He was standing outside, waiting by his truck, as I pulled up. I asked him if he minded getting in the car with me because it was so cold outside. He was more than happy to do so. We sat together in the car...me turned in the seat toward him, touching him, listening to the mellow tones of his voice, pulling myself close enough to breath his scent...giddy with butterflies of desire as he tells me about how happy he is to see me, how happy I make him...how he will be there for me as I go thru the death throes of this thing with Mr. Unavailable...be there for me when I need him..or as long as I will have him...stand up for me if it becomes necessary. God. Is this guy for real? Can he get any sexier? any more desirable? I felt stunned. Humbled. Speechless. Unable to articulate the depth of my desire and absolute love for this guy. Yes, I said love. Shit. In most situations, use of that word alone would have me light-headed, panicked, ready to bolt in the survival response of flight. Especially so soon. But I've noticed in my life's travels that sometimes things just feel so right they need not be denied. And this definitely qualifies as one of those times. How do I fight it? and why would I want to? Too many people are afraid of love, and don't want to give it away at any price, when I want nothing more than to give all my love away...and drink in all that I receive. And as far as receiving goes, I have been in a drought for as long as I can remember...so I can't see why I wouldn't soak up every ounce given to me.

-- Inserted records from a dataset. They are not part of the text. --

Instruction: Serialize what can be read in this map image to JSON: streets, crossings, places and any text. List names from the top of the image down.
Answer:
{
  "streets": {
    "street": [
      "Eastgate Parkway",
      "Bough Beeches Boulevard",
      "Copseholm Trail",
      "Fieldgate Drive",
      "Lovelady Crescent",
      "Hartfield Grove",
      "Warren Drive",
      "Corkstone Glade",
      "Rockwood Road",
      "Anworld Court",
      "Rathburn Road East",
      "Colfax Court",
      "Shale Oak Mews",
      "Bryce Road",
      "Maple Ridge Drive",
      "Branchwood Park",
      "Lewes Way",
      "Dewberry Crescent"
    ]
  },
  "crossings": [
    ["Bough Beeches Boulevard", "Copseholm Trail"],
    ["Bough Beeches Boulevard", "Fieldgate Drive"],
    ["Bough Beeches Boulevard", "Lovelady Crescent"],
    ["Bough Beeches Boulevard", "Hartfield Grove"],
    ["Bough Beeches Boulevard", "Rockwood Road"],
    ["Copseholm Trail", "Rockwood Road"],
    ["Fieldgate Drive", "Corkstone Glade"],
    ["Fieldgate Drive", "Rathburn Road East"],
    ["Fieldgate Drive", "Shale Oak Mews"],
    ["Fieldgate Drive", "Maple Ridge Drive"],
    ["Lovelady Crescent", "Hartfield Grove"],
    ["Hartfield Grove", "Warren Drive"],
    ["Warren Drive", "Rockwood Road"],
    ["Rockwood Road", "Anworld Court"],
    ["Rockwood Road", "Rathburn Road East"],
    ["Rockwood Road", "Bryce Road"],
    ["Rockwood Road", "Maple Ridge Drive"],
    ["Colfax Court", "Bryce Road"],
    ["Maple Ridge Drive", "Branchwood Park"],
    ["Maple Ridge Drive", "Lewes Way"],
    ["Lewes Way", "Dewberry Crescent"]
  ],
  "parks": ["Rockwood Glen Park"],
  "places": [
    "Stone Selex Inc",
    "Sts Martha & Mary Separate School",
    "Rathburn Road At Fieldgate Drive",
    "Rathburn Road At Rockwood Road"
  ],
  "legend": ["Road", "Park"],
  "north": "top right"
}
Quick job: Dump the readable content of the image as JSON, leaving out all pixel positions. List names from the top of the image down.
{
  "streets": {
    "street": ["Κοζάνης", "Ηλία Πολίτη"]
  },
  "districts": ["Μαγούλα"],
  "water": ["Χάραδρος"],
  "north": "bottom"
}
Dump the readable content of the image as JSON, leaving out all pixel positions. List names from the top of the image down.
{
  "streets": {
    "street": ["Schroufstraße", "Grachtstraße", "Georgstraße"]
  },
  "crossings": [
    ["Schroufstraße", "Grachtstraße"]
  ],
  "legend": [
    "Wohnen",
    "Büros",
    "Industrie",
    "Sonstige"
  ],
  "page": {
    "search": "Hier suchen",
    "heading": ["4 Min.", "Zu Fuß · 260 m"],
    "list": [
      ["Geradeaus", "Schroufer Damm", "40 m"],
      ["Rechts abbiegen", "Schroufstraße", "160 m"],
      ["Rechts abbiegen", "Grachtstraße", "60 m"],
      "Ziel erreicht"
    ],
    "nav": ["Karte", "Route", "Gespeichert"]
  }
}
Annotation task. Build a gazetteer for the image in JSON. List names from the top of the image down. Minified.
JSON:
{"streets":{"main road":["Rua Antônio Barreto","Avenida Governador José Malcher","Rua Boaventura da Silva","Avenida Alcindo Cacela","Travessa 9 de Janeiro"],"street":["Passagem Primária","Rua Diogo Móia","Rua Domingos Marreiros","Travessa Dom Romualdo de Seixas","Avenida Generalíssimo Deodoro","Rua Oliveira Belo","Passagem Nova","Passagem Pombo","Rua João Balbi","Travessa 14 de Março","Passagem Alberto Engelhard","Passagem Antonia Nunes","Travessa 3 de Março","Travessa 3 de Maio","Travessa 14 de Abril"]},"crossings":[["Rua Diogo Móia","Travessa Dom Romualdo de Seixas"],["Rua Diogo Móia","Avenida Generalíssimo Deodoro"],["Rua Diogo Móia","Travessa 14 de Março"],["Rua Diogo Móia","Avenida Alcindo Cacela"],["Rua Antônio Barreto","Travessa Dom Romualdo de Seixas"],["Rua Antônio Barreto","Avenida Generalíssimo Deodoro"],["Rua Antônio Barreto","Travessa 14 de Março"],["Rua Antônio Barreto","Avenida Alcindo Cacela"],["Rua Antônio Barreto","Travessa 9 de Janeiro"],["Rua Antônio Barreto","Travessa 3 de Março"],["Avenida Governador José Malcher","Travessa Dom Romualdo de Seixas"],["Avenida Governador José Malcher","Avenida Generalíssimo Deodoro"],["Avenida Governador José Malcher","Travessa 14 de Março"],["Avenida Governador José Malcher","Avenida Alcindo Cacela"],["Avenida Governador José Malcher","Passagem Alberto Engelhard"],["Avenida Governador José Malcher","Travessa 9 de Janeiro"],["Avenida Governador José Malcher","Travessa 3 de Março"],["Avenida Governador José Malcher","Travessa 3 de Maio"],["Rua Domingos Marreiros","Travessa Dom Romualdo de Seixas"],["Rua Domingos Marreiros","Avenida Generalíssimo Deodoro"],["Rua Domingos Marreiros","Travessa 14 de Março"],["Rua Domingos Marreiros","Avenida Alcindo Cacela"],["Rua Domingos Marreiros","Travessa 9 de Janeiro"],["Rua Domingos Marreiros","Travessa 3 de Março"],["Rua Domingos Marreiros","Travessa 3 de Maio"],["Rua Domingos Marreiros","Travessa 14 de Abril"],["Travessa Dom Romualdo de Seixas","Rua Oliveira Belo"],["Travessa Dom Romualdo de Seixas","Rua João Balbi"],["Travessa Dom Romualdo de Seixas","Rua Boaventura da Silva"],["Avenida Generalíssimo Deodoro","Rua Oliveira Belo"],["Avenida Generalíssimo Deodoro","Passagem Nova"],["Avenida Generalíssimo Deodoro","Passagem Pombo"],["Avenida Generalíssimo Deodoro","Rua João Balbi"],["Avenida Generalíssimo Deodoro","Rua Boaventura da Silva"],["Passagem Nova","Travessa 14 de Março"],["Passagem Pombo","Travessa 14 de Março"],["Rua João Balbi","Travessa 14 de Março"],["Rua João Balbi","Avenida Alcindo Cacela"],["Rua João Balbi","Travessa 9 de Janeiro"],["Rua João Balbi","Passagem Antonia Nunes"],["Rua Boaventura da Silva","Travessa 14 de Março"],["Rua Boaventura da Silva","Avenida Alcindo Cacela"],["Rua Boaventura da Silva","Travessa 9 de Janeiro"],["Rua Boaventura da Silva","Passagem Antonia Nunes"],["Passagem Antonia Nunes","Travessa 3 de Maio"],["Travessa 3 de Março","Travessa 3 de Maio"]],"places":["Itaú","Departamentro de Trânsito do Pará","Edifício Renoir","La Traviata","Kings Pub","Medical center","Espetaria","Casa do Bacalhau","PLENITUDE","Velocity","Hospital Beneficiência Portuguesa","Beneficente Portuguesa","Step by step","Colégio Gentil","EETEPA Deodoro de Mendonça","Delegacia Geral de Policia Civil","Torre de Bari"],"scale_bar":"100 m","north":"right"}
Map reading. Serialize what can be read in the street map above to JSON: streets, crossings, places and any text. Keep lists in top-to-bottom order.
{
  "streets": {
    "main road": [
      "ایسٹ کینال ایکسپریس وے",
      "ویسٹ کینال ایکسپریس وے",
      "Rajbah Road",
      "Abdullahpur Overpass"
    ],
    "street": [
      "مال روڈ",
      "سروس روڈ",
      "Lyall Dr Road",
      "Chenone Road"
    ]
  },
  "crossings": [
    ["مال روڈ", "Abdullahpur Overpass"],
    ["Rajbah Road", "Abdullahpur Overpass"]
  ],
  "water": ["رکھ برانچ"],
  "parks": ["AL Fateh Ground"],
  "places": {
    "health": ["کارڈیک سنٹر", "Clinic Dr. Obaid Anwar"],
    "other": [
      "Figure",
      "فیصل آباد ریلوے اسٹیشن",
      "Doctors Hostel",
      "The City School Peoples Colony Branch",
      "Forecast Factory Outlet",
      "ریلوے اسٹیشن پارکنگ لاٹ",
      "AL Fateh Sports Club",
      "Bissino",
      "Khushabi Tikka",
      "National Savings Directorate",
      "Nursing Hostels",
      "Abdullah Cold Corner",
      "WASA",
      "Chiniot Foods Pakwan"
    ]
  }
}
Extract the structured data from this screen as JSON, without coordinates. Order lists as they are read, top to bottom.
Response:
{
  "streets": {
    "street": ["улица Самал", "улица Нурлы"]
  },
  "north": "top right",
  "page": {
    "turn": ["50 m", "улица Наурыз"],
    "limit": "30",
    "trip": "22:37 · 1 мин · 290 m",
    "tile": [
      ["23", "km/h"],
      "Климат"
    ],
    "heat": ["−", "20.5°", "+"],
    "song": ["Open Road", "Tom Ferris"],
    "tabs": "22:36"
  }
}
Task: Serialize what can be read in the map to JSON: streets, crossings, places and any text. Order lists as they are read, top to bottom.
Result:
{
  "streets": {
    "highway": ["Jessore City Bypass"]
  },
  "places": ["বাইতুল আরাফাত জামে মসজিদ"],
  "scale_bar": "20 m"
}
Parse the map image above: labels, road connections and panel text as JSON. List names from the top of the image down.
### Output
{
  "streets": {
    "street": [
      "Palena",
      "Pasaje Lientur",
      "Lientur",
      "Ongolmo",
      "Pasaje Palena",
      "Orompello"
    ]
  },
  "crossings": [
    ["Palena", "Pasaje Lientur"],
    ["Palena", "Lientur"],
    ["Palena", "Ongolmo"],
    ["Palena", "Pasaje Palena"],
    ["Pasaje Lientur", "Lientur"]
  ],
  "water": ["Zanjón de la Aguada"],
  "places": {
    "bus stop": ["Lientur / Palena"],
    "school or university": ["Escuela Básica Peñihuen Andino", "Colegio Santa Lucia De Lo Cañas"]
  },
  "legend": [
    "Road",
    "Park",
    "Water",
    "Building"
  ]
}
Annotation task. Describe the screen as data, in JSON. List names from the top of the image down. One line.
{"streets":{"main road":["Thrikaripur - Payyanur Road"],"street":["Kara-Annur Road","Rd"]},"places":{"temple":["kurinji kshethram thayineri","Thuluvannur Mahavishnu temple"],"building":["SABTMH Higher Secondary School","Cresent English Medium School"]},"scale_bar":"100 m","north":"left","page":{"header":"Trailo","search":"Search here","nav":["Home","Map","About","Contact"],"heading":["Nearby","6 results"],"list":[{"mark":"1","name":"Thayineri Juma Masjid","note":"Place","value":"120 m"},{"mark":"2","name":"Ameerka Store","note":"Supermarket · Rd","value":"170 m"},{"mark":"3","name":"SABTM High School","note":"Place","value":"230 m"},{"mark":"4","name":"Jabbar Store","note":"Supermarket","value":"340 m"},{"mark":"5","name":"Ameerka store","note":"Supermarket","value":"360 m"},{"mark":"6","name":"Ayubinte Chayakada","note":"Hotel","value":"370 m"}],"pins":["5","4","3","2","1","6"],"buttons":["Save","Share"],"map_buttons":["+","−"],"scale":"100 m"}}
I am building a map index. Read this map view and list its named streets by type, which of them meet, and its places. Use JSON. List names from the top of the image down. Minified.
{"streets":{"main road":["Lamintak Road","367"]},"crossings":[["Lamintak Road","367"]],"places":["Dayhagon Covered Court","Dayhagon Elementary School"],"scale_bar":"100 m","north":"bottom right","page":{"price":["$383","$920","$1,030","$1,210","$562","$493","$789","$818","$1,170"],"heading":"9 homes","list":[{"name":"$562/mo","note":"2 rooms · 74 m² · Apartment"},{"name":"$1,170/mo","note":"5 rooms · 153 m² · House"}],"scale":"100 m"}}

So tonight (last night? ugh. damn night shift!) he is at home being a wonderful dad. I can't imagine anything sexier than a family man. Someone who isn't ashamed to love his kids, his partner...and show it. He wants the kids to meet me, but has committed not to bring anyone into their lives until the divorce is final. It makes sense. Much less confusing for the them...less traumatic. I can see how this might drag on, though. Especially if the ex is panicked at the thought of losing him and decides to draw it out for an extended period, hoping with time he will come to his senses. And in all reality, at this point she isn't technically the ex. At least not legally. I suppose the fact that I am still here means I am making the decision now that being with him and coming to know and love both him and his children is something worth waiting for. And I can also see how this is reminscent of things with Mr. Unavailable, but he has already said that he won't keep us a secret (and wasn't afraid to use the word 'us'...which wasn't in Mr. Unavailable's vocabulary), and doesn't care who knows...and has offered to take me places in public, including to his place of work...and even hold my hand...which I admit is very sweet (can he possibly know what huge things these are to me?...omg. maybe it's the reason he's offering it...!). Although this should make me ecstatic (it is what I want, right?), I am uncomfortable with this. I'm not into hurting anyone, much less his eventually-to-be ex wife...or his children. I'm left wondering how can I possibly allow someone to give me what I want and deserve without having to make others pay for it...so I'm not sure I can quite take him up on this generous offer at this point. I suppose I will just have to take things one moment at a time and be willing to remain open to winging it as the situation requires.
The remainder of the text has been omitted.